• _EXERCISE_:
Repeat exactly, and only, the lines of the entries below from the one with "Task: Convert this" through the one with "What data does", both ends included.

========================================

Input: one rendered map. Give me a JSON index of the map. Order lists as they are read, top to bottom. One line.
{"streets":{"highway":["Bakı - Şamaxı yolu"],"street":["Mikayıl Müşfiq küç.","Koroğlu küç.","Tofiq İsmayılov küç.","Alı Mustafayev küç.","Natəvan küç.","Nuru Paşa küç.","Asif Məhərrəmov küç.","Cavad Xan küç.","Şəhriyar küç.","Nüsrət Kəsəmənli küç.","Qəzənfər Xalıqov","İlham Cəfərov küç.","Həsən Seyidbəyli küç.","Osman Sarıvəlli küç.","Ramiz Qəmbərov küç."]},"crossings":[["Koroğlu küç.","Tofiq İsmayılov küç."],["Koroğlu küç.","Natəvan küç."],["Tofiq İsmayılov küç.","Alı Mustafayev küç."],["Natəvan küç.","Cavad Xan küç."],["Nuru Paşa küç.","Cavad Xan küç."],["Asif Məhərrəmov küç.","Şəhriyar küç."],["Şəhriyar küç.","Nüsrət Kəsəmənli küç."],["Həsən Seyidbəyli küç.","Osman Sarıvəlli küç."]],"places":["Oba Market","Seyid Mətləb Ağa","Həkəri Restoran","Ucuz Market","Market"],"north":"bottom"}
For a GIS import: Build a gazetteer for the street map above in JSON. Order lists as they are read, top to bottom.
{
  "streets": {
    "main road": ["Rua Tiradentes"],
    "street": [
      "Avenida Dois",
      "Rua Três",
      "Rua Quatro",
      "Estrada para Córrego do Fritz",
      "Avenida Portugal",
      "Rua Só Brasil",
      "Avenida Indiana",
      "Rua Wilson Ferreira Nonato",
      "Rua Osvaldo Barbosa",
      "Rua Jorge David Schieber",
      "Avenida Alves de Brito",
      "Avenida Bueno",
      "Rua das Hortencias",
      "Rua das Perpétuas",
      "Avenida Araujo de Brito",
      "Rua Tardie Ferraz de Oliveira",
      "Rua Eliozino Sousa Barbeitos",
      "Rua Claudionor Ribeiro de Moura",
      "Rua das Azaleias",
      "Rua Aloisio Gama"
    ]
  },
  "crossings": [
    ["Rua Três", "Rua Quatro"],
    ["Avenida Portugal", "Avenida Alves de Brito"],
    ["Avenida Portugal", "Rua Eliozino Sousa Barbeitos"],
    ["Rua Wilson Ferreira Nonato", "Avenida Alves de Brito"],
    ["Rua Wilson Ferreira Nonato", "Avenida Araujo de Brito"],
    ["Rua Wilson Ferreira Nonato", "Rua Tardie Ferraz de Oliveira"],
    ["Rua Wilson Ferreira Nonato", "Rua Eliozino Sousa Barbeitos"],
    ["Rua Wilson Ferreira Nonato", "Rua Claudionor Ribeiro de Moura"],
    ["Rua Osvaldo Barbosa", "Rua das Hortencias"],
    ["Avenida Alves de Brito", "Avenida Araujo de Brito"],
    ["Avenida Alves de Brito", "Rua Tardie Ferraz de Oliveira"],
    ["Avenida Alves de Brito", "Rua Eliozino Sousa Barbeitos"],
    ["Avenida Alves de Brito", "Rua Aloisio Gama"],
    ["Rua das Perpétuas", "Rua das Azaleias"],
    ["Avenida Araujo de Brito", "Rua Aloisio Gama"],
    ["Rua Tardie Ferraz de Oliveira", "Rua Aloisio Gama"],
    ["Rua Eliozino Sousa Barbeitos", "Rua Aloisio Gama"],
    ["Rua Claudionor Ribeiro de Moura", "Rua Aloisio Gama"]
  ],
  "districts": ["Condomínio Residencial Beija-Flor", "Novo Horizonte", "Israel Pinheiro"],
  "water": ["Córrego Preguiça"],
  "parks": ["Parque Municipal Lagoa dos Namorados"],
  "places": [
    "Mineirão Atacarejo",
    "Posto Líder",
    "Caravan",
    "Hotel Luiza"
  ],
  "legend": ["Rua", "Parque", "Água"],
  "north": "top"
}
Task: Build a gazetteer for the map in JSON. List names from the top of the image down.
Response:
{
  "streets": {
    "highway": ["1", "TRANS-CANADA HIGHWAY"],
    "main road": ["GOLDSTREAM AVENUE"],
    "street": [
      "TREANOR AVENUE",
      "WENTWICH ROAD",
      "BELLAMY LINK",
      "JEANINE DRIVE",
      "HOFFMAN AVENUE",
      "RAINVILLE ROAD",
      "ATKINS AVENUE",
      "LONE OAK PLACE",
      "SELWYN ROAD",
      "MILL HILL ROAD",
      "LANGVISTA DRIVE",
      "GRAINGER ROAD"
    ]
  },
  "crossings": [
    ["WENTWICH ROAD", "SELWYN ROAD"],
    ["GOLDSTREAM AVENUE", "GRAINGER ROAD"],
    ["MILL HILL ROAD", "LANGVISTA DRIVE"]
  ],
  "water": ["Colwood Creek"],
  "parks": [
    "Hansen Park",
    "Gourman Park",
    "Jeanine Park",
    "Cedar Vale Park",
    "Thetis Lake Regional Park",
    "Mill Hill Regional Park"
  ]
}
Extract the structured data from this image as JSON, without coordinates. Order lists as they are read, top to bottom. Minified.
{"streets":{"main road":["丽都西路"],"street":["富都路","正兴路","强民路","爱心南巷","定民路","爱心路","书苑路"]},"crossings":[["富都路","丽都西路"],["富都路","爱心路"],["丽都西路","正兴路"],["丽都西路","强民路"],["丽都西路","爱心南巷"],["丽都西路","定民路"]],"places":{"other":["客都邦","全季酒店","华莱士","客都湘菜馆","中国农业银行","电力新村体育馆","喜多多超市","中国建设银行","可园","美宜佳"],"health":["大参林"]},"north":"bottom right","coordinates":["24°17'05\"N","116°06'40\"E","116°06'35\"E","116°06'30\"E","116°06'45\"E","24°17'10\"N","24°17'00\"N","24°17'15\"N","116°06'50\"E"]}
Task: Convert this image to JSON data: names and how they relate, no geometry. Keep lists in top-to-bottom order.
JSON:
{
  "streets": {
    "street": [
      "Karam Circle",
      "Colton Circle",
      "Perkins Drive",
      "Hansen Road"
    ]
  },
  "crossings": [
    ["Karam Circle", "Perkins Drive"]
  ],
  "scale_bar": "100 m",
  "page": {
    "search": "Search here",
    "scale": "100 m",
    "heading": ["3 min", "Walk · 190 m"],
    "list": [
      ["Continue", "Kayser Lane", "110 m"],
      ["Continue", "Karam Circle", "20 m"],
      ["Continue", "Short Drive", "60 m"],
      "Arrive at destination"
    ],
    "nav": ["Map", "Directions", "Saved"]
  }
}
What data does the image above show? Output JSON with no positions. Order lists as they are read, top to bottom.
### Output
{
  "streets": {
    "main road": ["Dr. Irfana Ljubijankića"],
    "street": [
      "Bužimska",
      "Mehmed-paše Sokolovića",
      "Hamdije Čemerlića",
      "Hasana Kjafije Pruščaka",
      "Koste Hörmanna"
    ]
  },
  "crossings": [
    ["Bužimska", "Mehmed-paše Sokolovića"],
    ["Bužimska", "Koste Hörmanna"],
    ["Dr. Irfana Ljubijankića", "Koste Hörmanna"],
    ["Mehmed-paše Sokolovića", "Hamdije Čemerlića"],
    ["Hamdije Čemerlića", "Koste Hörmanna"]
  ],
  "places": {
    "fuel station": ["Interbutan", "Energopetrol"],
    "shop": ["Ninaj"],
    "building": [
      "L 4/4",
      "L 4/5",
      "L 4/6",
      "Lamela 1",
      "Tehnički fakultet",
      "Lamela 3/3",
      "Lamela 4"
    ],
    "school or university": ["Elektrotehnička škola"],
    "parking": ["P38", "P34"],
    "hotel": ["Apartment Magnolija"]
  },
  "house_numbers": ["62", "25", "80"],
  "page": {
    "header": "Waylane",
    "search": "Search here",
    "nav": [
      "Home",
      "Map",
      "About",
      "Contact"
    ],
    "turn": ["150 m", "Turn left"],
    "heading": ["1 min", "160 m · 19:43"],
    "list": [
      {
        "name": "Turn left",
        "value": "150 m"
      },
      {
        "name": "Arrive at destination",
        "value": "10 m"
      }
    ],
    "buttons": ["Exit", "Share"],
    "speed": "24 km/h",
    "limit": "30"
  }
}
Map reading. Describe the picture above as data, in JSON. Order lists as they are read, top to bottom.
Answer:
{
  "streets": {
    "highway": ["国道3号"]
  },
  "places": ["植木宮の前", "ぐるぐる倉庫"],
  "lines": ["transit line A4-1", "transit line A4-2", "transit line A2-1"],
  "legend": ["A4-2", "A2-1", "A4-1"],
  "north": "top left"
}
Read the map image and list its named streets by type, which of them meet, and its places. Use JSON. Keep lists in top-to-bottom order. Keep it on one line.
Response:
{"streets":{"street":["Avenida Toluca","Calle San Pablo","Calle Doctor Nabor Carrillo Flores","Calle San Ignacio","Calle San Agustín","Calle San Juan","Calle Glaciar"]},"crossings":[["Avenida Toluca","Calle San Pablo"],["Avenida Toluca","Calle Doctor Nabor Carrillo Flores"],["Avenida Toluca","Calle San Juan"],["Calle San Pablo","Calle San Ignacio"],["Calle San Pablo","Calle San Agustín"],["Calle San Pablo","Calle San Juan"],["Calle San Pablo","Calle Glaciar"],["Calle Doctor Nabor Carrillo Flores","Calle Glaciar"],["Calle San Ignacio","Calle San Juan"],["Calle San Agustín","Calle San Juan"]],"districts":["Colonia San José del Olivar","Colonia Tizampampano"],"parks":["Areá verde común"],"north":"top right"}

========================================

• _EXERCISE RESPONSE_:
Task: Convert this image to JSON data: names and how they relate, no geometry. Keep lists in top-to-bottom order.
JSON:
{
  "streets": {
    "street": [
      "Karam Circle",
      "Colton Circle",
      "Perkins Drive",
      "Hansen Road"
    ]
  },
  "crossings": [
    ["Karam Circle", "Perkins Drive"]
  ],
  "scale_bar": "100 m",
  "page": {
    "search": "Search here",
    "scale": "100 m",
    "heading": ["3 min", "Walk · 190 m"],
    "list": [
      ["Continue", "Kayser Lane", "110 m"],
      ["Continue", "Karam Circle", "20 m"],
      ["Continue", "Short Drive", "60 m"],
      "Arrive at destination"
    ],
    "nav": ["Map", "Directions", "Saved"]
  }
}
What data does the image above show? Output JSON with no positions. Order lists as they are read, top to bottom.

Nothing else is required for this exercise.